■ WORK REQUEST
Every line of the records that holds the word "controls" should be copied out.

■ Extracted records
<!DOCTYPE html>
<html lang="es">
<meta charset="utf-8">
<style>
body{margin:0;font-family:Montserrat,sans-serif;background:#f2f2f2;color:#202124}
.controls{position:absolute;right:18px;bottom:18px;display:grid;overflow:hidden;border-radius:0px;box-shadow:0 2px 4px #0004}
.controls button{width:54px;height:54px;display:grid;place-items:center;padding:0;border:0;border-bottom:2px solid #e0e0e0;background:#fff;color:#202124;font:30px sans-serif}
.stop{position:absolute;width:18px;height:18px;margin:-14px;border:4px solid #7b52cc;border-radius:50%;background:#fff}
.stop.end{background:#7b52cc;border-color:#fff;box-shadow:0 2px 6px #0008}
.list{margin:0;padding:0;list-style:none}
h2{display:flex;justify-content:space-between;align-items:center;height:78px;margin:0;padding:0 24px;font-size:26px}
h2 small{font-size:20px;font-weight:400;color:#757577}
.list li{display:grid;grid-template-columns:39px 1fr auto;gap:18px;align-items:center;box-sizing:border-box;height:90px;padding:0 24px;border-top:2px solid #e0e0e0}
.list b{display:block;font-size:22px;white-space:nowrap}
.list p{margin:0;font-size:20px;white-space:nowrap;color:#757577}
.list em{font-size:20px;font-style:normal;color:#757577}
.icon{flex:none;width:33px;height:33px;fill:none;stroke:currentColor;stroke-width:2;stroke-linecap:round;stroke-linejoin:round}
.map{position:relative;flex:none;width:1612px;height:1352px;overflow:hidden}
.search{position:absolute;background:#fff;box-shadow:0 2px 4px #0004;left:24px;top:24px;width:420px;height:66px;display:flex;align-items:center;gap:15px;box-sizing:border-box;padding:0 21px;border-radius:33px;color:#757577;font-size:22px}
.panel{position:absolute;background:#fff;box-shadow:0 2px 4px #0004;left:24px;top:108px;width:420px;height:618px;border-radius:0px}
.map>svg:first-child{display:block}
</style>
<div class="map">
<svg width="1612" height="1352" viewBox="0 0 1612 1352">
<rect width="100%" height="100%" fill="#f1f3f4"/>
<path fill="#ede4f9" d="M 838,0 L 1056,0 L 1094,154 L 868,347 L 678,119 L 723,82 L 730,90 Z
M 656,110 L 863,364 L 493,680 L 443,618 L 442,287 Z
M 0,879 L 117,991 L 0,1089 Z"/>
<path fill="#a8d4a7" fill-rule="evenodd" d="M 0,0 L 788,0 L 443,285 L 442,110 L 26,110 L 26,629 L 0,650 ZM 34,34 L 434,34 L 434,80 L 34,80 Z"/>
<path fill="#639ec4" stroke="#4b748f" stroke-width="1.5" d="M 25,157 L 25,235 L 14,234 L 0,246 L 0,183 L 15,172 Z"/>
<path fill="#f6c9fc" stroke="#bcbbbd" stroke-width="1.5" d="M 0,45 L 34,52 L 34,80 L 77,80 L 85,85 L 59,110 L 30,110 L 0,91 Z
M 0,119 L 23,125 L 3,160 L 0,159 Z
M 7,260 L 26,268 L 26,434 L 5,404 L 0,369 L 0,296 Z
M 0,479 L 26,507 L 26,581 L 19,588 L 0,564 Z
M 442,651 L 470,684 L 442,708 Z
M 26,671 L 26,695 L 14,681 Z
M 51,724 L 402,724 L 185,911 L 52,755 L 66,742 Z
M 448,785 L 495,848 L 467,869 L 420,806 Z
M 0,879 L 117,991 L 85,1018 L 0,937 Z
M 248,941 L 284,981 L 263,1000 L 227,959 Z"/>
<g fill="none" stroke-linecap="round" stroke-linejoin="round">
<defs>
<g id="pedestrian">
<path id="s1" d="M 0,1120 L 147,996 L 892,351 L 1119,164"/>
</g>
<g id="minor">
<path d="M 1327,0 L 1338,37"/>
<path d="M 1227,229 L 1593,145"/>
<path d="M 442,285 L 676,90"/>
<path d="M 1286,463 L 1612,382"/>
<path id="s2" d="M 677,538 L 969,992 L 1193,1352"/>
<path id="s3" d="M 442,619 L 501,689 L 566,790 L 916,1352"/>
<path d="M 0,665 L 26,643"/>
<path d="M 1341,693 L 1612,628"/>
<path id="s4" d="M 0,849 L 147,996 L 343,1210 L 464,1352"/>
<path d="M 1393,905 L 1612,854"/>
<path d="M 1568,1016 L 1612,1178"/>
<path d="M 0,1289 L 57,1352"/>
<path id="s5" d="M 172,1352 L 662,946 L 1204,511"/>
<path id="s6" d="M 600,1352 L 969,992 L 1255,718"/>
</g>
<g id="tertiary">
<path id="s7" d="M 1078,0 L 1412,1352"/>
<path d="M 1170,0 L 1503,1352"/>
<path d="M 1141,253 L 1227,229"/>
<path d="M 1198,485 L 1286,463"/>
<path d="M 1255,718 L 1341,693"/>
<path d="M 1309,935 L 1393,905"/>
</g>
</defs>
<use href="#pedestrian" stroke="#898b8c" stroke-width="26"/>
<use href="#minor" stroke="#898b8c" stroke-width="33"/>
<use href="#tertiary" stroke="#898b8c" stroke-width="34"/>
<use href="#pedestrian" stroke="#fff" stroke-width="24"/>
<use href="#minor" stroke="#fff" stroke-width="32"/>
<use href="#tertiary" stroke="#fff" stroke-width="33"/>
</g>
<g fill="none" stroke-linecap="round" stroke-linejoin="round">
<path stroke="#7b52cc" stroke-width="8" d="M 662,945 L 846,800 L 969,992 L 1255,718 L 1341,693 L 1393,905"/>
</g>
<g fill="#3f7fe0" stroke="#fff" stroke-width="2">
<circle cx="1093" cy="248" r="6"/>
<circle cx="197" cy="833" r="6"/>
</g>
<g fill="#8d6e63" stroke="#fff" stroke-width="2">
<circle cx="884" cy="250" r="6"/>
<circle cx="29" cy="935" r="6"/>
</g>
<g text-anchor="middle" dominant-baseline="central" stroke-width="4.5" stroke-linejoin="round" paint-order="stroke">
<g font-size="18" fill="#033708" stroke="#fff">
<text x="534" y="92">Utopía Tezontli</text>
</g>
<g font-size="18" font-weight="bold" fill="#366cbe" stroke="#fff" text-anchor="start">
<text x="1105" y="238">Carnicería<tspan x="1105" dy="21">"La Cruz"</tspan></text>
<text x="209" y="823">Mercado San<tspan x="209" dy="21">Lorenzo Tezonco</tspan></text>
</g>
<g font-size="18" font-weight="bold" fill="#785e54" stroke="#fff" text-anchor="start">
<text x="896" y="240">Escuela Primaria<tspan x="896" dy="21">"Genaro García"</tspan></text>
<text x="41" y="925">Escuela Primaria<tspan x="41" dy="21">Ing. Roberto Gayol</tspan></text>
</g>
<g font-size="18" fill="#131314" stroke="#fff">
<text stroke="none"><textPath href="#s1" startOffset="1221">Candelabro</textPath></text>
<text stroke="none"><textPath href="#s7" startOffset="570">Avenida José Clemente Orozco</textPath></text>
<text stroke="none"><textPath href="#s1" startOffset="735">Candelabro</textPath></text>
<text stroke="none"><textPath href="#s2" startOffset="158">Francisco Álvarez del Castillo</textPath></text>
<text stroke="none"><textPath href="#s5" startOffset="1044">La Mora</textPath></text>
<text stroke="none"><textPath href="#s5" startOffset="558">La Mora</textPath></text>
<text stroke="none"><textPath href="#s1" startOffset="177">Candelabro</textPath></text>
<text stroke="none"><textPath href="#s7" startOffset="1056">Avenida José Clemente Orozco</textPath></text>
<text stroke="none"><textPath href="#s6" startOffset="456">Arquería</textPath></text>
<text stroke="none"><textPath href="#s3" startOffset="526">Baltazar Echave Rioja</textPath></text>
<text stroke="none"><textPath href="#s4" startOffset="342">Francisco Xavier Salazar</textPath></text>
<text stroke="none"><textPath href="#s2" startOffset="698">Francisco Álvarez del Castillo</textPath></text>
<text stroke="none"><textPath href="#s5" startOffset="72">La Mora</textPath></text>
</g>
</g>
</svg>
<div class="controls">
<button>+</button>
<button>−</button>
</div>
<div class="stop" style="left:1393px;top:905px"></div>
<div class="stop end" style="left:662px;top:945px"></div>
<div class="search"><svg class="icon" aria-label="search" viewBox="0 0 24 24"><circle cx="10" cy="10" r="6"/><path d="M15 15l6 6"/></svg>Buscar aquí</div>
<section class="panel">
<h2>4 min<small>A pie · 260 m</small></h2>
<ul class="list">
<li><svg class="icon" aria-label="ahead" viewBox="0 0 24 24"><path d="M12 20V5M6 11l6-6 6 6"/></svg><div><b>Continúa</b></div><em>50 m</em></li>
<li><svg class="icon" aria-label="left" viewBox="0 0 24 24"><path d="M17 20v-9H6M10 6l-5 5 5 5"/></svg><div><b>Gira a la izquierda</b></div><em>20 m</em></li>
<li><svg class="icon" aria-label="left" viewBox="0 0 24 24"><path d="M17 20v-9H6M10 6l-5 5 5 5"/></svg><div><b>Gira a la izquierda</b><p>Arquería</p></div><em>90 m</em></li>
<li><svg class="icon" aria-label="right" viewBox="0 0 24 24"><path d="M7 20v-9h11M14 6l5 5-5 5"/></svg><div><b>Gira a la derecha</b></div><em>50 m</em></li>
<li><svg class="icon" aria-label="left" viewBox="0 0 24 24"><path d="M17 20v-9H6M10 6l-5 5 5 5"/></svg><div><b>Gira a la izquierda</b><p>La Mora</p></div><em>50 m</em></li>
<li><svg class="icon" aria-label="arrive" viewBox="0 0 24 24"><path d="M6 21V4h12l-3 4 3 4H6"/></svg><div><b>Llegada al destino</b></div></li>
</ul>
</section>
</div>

■ WRITTEN SOLUTION
.controls{position:absolute;right:18px;bottom:18px;display:grid;overflow:hidden;border-radius:0px;box-shadow:0 2px 4px #0004}
.controls button{width:54px;height:54px;display:grid;place-items:center;padding:0;border:0;border-bottom:2px solid #e0e0e0;background:#fff;color:#202124;font:30px sans-serif}
<div class="controls">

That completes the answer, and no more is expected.